In his first public comments since being released, Mr Durov on Thursday denied suggestions the platform was an “anarchic paradise”.
He said the investigation into the app was surprising given the French authorities had access to a “hotline” he helped set up and could have used it to contact Telegram‘s European Union representative at any time.
“If a country is unhappy with an internet service, the established practice is to start a legal action against the service itself,” he wrote on the app.
“Using laws from the pre-smartphone era to charge a CEO with crimes committed by third parties on the platform he manages is a misguided approach.”
Mr Durov said his platform was not perfect but denied that it was abetting abuse. “But the claims in some media that Telegram is some sort of anarchic paradise are absolutely untrue,” he wrote.
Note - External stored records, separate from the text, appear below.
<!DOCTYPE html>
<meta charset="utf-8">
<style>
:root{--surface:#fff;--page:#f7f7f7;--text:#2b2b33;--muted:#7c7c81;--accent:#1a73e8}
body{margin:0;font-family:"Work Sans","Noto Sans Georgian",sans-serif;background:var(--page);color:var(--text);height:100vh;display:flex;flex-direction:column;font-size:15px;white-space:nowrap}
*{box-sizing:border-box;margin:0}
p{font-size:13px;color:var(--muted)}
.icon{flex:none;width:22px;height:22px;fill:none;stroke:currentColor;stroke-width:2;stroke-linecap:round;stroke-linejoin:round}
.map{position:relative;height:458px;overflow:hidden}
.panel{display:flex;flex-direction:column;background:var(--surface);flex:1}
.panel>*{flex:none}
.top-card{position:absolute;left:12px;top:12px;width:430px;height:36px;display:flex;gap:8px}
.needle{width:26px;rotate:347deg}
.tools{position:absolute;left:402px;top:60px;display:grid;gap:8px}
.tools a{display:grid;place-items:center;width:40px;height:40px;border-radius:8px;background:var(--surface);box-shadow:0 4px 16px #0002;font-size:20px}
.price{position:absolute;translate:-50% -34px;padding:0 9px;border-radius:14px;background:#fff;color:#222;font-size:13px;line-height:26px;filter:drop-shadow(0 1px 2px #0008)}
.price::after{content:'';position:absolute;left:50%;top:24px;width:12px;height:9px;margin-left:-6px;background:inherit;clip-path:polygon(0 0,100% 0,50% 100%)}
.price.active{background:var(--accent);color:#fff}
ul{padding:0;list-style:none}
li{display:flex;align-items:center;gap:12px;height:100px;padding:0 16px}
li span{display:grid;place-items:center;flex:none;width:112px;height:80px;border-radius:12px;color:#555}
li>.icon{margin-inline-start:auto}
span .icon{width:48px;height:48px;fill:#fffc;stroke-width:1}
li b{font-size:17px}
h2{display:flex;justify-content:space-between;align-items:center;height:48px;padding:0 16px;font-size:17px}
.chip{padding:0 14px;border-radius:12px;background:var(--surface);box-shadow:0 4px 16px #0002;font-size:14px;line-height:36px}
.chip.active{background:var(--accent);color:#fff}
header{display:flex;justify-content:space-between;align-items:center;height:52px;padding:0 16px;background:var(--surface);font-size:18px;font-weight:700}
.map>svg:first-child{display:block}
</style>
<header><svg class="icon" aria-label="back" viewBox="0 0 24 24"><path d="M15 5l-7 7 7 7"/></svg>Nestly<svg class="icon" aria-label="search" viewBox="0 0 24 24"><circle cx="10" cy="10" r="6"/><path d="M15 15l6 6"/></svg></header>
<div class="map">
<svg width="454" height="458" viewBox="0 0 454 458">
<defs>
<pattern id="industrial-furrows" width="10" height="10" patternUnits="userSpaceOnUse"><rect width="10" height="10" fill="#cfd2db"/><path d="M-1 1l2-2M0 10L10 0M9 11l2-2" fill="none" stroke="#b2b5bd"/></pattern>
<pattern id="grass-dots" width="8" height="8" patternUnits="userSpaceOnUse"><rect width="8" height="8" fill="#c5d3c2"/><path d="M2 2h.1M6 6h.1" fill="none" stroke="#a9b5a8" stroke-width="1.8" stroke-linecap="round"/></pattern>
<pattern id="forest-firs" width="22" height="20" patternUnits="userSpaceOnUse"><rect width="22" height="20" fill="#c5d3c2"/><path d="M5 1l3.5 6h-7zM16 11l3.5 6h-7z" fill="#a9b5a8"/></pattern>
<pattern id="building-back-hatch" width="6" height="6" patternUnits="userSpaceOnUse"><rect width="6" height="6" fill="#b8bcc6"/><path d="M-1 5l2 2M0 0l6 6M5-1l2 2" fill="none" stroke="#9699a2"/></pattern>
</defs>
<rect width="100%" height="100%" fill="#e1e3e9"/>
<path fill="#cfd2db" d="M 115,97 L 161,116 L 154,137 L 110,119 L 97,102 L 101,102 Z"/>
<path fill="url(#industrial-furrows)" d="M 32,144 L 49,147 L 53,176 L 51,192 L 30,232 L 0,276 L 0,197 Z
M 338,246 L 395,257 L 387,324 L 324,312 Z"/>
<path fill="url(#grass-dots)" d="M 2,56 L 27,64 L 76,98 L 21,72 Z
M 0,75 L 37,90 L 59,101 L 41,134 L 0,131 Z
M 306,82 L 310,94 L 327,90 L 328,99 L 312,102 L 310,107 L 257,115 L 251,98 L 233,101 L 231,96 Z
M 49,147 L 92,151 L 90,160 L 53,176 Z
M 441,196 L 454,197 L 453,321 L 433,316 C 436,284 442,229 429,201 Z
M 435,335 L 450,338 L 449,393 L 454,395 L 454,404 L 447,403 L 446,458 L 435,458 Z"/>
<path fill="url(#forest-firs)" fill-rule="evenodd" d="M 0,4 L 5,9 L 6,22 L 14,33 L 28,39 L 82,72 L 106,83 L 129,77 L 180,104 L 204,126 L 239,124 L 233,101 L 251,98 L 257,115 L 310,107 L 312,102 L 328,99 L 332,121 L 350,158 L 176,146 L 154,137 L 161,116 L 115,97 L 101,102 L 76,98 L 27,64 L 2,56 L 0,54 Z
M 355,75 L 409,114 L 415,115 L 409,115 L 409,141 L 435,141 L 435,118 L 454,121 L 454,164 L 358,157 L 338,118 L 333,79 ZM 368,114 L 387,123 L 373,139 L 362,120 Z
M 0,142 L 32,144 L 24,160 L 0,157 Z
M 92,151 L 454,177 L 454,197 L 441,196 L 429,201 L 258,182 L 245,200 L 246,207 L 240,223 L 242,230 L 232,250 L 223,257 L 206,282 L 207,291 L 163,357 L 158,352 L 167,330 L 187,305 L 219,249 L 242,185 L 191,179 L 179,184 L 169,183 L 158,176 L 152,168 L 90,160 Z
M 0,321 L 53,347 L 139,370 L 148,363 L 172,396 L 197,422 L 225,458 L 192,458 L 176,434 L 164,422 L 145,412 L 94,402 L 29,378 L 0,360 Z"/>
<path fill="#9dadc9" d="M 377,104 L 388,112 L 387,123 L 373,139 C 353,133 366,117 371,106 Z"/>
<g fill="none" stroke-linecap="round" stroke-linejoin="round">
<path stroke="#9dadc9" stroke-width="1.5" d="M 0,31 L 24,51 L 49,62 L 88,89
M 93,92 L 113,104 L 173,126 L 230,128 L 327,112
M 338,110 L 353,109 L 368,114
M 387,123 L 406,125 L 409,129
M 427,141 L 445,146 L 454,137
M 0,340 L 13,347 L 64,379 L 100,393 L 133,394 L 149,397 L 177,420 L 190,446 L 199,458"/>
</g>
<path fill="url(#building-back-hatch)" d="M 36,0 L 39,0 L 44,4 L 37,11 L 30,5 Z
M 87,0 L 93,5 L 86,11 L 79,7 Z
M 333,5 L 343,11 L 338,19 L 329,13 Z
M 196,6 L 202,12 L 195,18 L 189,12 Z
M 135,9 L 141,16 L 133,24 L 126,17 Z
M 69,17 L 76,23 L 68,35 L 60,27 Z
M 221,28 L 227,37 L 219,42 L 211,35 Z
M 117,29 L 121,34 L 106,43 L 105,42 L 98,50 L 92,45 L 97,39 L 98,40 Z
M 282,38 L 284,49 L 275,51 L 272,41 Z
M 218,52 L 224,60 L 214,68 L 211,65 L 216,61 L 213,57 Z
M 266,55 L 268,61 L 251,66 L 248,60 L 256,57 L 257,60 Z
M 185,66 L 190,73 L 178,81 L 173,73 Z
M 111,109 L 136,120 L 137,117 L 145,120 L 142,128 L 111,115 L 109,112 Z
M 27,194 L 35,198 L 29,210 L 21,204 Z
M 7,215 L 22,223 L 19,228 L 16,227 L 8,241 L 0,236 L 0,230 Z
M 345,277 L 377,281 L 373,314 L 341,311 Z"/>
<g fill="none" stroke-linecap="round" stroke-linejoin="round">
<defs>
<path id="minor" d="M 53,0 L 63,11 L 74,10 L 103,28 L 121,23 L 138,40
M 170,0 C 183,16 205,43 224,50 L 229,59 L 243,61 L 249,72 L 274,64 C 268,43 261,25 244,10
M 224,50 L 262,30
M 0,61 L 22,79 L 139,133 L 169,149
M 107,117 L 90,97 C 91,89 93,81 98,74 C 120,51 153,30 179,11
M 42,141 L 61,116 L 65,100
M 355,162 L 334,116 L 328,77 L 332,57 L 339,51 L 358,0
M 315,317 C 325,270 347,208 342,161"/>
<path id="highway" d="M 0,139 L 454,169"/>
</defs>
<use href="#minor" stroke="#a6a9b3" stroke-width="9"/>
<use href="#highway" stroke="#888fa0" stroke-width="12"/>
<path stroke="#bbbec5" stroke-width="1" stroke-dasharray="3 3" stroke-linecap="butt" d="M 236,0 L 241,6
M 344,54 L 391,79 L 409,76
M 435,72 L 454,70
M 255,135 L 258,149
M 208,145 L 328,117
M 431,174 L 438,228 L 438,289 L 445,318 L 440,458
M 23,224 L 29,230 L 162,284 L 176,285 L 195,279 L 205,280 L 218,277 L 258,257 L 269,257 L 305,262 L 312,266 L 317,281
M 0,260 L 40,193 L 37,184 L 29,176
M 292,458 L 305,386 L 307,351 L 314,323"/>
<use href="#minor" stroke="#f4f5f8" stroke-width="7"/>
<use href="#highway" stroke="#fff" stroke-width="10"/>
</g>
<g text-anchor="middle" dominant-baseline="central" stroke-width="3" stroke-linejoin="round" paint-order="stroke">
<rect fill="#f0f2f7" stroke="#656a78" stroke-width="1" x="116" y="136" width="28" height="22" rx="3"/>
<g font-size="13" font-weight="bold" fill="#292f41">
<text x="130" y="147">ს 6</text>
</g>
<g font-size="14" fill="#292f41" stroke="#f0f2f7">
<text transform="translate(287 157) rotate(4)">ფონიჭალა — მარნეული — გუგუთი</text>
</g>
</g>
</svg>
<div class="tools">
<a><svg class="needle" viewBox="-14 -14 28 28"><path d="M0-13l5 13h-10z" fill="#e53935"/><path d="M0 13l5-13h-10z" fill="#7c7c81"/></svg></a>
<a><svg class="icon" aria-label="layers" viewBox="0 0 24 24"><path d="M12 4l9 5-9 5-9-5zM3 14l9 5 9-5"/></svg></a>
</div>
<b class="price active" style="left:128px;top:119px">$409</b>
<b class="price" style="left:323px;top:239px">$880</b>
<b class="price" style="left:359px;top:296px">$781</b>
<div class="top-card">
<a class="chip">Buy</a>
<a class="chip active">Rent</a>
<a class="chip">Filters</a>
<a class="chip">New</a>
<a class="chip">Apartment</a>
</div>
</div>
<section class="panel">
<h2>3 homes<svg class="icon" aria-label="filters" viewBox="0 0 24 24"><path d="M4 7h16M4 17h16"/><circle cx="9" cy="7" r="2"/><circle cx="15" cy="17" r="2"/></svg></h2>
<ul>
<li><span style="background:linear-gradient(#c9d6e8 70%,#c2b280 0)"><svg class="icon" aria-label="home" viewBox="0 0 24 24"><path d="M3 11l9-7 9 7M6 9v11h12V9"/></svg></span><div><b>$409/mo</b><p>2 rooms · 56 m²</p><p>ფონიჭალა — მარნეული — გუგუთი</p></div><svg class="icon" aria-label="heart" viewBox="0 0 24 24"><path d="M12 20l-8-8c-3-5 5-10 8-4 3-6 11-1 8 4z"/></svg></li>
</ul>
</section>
“We take down millions of harmful posts and channels every day.”
The Russian-born French citizen was taken into custody at the Le Bourget airport on 24 August after landing from Azerbaijan.
In a statement on the platform, Telegram said it followed EU laws and its content moderation was “within industry standards and constantly improving”.
Telegram was launched in 2013 by Mr Durov and his brother Nikolai Durov. The former supported the app “financially and ideologically”, according to Telegram, “while Nikolai’s input is technological”.
Several Western governments have criticised Telegram for a lack of content moderation, which they claim opens up the messaging platform for potential use in money laundering, drug trafficking and the sharing of material linked to the sexual exploitation of minors.
Compared to other messaging apps, Telegram was “more lax in terms of policy and detection of illegal content”, said David Thiel, who has investigated the use of online platforms for child exploitation at the Stanford Internet Observatory.
In addition, Telegram “appears basically unresponsive to law enforcement”, he told the Associated Press, adding that rival messaging app WhatsApp “submitted over 1.3 million CyberTipline reports in 2023 and Telegram submits none”.
CyberTipline is a centralised American reporting system for complaints about the online exploitation of children.
Last year, Brazil temporarily suspended Telegram over its failure to surrender data on allegedly neo-Nazi activity related to a police inquiry into school shootings in November.
In 2022, Germany issued fines of $5m (£3.8m) against the operators of Telegram for failing to comply with German law.